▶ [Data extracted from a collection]
= = = =
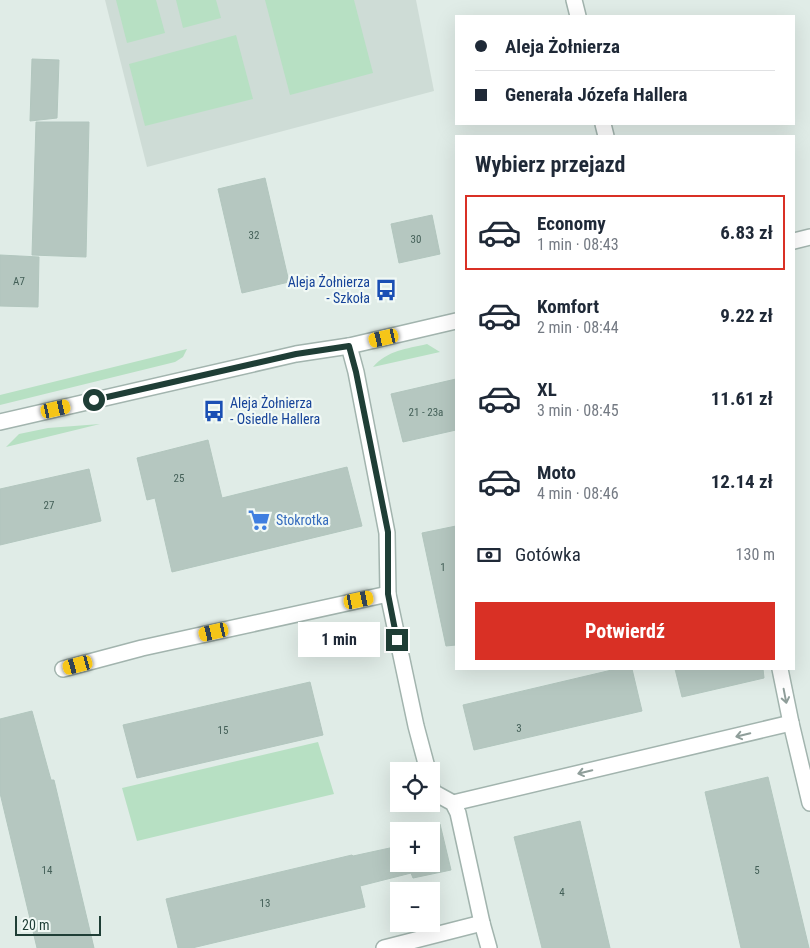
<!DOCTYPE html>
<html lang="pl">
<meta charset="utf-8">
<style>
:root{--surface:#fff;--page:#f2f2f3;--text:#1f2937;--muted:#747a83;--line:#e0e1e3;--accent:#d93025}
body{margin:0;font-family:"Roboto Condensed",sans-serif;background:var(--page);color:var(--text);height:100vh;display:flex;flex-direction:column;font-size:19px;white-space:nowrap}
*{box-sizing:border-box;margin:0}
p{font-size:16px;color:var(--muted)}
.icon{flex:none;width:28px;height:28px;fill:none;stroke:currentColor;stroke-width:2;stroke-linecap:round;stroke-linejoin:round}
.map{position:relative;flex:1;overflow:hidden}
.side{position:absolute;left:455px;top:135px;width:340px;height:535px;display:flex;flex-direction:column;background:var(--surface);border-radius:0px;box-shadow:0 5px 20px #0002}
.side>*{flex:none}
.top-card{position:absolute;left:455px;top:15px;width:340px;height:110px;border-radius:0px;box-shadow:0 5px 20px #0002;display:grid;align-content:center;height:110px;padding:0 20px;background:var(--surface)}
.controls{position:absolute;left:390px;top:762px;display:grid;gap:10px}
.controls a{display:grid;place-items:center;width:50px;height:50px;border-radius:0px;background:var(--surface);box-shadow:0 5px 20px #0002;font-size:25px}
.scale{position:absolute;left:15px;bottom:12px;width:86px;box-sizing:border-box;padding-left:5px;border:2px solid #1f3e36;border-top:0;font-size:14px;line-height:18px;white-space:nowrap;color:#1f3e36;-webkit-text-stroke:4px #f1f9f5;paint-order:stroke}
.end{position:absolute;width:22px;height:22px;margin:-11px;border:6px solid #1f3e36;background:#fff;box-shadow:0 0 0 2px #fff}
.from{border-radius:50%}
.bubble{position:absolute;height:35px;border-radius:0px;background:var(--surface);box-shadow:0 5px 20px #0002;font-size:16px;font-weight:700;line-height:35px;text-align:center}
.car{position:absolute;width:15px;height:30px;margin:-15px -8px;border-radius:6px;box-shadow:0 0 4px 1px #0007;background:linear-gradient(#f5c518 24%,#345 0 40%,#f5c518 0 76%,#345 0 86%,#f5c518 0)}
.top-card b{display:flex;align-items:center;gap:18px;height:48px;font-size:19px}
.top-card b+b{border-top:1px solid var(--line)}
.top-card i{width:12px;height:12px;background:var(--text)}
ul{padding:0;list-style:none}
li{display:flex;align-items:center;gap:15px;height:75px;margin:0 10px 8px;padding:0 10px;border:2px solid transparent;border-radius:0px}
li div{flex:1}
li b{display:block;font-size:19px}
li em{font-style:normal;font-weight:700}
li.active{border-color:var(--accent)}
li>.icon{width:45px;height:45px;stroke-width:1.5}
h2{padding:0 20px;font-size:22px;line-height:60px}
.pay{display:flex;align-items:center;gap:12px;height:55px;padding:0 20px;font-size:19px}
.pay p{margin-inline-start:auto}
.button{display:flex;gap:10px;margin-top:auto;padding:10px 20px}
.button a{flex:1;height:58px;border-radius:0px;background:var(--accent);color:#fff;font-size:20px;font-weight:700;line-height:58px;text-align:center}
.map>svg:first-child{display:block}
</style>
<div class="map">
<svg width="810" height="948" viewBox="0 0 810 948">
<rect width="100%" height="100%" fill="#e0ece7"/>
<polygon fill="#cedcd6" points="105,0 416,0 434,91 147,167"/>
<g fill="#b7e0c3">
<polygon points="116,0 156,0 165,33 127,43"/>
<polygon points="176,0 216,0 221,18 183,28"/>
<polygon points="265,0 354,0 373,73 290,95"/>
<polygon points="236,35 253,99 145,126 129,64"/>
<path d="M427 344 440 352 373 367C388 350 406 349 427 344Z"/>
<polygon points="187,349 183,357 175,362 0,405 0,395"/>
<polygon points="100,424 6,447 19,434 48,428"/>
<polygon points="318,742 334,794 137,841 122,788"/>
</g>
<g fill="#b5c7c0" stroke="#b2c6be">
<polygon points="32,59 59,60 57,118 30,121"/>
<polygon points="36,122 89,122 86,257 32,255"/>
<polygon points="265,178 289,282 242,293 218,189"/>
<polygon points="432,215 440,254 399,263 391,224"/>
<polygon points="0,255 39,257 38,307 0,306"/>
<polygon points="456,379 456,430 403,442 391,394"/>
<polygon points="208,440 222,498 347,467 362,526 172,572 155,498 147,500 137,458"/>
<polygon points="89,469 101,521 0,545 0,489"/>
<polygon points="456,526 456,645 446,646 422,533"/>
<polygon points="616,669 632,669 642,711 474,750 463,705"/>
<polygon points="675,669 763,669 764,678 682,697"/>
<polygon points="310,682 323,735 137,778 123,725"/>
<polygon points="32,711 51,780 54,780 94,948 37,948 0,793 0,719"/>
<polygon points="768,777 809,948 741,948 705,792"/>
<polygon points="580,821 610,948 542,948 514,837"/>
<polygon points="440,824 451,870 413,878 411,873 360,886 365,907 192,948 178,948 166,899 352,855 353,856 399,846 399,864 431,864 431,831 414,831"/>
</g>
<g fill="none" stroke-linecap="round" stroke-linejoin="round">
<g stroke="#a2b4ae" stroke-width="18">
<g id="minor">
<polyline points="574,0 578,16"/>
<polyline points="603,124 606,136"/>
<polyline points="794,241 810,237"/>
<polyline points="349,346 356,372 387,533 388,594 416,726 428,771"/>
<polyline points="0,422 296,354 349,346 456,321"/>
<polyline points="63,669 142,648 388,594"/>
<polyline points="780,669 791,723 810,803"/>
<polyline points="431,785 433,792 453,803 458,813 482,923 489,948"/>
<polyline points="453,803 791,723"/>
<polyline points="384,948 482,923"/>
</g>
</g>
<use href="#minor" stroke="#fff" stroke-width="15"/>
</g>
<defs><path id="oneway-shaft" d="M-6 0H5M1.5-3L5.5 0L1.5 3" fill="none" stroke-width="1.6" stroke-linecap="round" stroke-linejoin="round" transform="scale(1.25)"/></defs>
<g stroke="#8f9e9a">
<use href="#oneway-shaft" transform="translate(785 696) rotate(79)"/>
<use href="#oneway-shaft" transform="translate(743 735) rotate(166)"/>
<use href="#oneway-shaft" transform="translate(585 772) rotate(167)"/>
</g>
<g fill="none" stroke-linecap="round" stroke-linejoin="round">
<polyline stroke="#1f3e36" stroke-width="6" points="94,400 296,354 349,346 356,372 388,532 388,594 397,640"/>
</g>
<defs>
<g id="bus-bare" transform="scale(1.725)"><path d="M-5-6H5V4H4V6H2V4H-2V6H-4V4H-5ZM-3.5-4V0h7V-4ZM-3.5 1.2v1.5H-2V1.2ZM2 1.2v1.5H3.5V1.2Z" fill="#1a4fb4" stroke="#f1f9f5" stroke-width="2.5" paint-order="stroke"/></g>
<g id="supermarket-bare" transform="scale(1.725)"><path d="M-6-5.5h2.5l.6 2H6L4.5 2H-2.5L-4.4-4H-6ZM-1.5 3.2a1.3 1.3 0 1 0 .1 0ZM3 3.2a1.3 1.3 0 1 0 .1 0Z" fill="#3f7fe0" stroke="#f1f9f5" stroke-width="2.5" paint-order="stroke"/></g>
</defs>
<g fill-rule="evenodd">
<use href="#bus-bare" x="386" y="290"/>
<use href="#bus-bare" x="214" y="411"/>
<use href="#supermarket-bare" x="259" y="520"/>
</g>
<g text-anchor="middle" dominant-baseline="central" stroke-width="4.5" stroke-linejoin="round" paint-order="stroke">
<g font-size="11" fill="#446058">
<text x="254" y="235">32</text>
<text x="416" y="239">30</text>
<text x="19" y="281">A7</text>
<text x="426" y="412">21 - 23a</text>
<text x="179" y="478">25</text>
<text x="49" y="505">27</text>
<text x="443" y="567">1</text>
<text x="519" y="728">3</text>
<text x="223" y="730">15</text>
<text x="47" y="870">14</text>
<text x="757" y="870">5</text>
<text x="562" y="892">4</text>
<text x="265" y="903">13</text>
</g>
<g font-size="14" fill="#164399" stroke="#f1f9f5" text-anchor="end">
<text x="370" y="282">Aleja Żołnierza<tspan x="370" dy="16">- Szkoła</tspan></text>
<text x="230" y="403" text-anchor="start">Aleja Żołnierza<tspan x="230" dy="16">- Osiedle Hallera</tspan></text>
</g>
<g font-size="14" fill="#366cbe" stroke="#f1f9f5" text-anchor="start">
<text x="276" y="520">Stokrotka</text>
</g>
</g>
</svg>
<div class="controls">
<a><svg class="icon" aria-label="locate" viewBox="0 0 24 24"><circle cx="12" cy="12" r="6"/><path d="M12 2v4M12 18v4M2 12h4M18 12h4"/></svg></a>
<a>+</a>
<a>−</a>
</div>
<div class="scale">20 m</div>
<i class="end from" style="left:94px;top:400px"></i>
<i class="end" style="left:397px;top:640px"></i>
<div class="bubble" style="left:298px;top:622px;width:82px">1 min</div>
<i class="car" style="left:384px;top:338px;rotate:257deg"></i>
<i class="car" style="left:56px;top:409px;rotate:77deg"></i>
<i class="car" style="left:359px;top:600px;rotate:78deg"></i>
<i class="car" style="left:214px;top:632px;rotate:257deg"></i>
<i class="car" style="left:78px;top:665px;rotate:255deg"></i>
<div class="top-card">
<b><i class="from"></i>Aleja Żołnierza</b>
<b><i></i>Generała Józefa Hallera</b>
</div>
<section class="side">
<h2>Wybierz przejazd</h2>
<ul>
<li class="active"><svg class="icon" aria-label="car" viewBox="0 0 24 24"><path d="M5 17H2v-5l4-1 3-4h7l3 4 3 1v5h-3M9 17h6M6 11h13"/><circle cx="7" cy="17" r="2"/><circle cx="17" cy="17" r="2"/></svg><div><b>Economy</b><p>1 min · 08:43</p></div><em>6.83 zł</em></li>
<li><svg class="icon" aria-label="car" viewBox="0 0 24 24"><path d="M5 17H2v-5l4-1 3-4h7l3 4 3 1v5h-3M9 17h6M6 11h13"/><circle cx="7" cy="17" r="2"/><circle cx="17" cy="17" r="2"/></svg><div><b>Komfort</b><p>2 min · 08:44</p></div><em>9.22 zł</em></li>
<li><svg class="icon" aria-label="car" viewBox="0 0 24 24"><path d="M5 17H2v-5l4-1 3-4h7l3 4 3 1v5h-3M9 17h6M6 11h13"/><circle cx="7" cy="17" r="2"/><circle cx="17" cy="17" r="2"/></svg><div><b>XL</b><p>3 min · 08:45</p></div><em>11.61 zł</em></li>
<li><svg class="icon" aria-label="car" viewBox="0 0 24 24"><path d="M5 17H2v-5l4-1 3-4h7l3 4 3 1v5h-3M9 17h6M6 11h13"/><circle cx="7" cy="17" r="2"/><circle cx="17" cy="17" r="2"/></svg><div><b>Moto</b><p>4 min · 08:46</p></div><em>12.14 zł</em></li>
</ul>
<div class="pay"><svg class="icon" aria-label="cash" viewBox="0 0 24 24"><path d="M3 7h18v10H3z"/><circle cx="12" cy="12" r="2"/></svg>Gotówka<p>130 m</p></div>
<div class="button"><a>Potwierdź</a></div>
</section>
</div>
= = = =
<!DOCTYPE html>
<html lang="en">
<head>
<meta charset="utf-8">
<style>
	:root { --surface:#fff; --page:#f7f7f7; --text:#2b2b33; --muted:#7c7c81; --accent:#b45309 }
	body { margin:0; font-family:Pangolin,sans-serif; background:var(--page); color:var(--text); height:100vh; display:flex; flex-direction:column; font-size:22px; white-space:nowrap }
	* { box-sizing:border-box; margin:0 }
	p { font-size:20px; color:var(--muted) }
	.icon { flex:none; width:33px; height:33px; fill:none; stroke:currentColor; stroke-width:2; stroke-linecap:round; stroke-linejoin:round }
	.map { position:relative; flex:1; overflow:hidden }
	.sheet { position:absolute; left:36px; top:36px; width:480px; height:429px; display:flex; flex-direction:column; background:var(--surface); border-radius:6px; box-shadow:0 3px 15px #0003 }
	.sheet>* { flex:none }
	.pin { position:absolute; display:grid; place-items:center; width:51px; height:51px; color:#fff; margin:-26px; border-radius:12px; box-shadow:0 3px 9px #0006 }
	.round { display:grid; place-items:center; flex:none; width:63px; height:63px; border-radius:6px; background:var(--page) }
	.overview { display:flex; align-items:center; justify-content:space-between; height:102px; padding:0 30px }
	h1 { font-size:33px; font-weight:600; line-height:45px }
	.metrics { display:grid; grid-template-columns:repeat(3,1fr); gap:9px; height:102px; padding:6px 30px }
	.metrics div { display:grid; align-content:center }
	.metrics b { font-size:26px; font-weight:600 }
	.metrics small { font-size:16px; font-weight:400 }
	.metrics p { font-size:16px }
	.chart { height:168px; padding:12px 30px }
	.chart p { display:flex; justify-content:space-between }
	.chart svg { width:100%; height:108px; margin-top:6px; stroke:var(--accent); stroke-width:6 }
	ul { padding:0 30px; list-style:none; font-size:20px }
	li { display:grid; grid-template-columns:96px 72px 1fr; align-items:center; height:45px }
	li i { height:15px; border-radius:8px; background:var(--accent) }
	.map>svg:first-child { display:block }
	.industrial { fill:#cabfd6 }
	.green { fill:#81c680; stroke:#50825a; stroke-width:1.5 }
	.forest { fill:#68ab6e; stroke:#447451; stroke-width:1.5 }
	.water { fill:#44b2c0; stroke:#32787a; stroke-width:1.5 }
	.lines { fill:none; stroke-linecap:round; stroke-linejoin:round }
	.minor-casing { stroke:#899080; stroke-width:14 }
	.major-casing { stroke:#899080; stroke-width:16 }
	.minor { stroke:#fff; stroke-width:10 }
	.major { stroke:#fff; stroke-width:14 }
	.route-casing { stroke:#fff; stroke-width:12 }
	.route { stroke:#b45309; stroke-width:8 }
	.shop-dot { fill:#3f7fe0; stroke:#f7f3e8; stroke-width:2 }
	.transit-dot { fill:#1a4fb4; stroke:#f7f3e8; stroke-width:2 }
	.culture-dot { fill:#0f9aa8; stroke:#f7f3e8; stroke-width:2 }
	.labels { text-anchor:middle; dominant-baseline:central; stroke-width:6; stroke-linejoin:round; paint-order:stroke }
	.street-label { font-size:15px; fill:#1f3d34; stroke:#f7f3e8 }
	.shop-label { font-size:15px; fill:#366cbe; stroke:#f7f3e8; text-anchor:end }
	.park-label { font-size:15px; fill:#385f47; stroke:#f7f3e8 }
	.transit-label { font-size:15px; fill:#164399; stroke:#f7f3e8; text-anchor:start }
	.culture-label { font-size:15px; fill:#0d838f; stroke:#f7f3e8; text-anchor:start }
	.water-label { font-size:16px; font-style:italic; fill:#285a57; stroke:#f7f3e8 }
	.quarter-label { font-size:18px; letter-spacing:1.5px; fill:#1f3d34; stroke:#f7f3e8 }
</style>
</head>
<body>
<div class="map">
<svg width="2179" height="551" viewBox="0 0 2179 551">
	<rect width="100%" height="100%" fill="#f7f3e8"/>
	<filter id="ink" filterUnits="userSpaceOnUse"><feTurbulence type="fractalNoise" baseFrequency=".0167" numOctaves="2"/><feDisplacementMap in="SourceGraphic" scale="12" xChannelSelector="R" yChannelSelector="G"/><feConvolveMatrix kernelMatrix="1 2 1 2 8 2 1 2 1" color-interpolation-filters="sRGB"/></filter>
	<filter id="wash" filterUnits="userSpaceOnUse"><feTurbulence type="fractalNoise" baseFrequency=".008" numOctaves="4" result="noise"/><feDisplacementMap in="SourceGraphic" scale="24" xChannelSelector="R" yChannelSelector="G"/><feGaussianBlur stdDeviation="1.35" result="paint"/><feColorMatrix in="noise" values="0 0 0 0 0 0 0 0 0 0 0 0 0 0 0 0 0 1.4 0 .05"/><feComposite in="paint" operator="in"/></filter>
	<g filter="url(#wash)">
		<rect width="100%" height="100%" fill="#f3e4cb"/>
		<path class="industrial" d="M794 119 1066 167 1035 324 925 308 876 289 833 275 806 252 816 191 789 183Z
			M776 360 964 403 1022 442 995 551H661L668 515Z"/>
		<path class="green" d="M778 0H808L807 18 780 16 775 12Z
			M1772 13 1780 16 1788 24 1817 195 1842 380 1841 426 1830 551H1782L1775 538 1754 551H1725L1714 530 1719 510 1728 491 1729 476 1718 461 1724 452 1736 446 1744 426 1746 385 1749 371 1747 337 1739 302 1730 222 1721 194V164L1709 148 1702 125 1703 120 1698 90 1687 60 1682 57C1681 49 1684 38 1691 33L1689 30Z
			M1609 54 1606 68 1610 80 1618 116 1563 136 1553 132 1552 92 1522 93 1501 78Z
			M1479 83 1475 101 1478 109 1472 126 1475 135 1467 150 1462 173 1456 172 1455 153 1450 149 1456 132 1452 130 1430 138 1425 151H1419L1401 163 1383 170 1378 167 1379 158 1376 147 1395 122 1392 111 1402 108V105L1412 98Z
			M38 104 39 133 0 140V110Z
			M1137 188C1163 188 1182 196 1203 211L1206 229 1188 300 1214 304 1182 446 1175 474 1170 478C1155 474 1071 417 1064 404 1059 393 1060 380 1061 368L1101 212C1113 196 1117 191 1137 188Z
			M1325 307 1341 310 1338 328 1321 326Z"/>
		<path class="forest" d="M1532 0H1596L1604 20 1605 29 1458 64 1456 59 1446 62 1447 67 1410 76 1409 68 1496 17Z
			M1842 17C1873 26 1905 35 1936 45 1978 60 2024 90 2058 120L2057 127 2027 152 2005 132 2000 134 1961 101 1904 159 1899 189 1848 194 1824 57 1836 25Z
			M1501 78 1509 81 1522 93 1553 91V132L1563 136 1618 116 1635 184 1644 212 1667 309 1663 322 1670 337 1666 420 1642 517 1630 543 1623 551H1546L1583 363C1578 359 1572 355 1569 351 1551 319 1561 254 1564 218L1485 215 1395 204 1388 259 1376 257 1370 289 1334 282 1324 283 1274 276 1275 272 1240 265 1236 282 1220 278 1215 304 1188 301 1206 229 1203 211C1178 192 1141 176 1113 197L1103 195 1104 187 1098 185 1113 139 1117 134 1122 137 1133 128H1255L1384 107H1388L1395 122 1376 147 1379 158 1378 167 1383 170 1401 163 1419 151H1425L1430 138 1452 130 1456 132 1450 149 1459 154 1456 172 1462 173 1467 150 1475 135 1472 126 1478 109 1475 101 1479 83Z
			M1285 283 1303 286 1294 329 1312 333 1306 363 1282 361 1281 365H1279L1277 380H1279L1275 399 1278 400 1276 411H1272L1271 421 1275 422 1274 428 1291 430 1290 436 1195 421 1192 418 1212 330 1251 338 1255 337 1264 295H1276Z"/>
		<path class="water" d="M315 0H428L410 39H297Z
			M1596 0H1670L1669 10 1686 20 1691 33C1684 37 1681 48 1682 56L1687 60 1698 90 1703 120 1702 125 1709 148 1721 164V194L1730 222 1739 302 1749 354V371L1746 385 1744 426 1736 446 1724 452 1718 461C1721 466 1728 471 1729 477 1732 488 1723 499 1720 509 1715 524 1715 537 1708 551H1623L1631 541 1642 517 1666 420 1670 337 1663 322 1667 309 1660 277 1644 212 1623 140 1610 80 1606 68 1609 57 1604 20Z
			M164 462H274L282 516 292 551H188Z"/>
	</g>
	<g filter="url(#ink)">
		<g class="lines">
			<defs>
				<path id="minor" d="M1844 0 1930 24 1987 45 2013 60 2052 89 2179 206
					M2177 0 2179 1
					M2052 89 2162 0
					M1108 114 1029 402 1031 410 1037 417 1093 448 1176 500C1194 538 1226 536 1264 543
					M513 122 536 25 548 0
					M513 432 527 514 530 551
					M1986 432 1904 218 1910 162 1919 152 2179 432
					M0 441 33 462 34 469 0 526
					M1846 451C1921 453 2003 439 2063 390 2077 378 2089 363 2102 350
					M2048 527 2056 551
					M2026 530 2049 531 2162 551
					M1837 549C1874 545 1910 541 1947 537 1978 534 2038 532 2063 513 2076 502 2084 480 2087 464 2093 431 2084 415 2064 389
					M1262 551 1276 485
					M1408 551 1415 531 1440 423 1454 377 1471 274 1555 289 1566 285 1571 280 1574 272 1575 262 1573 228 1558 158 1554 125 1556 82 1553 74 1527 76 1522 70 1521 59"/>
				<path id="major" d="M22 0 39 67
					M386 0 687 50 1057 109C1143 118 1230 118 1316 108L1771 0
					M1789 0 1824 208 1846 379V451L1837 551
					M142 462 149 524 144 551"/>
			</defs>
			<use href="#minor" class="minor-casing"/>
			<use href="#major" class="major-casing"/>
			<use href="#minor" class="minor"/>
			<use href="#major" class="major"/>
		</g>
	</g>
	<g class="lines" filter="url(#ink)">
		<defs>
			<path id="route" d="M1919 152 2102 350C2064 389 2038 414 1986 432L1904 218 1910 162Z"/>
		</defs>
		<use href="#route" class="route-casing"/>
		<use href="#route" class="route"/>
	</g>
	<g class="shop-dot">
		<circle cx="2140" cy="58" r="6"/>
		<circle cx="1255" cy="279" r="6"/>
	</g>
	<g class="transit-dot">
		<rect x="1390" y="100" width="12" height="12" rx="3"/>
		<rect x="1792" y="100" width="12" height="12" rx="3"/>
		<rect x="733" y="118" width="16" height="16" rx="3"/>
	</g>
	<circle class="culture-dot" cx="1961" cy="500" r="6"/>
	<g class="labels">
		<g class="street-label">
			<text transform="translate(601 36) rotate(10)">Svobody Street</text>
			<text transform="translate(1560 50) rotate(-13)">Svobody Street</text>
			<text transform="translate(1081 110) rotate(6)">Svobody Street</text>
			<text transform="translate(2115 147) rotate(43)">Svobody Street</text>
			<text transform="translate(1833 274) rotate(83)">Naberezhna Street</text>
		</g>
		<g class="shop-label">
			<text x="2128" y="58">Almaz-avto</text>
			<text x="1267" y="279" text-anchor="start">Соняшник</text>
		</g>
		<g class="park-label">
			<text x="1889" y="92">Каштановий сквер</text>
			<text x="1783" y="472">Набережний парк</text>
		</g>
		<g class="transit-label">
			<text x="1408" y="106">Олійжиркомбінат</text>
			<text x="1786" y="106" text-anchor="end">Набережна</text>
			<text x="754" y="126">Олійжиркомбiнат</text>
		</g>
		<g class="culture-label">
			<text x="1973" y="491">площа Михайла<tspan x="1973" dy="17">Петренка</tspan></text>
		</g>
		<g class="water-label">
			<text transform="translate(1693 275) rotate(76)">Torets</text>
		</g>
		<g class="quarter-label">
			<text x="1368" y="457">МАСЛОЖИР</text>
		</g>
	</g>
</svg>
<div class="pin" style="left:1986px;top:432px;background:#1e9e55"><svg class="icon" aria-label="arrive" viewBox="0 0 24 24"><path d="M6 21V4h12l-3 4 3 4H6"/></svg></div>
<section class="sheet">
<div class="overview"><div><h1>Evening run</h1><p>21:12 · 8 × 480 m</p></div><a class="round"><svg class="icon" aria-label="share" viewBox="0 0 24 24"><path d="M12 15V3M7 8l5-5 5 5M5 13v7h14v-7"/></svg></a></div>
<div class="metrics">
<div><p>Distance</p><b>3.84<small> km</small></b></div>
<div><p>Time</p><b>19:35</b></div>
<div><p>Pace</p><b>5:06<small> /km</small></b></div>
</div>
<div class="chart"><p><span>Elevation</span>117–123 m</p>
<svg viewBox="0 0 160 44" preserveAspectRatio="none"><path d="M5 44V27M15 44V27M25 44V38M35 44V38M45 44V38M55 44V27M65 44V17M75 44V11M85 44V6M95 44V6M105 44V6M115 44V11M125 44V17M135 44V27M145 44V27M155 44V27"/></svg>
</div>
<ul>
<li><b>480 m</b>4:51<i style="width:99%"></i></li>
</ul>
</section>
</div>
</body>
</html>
= = = =
▶ [Your task]
For the word "controls", find every line in the data that holds it and copy that line.

▶ [Response area]
.controls{position:absolute;left:390px;top:762px;display:grid;gap:10px}
.controls a{display:grid;place-items:center;width:50px;height:50px;border-radius:0px;background:var(--surface);box-shadow:0 5px 20px #0002;font-size:25px}
<div class="controls">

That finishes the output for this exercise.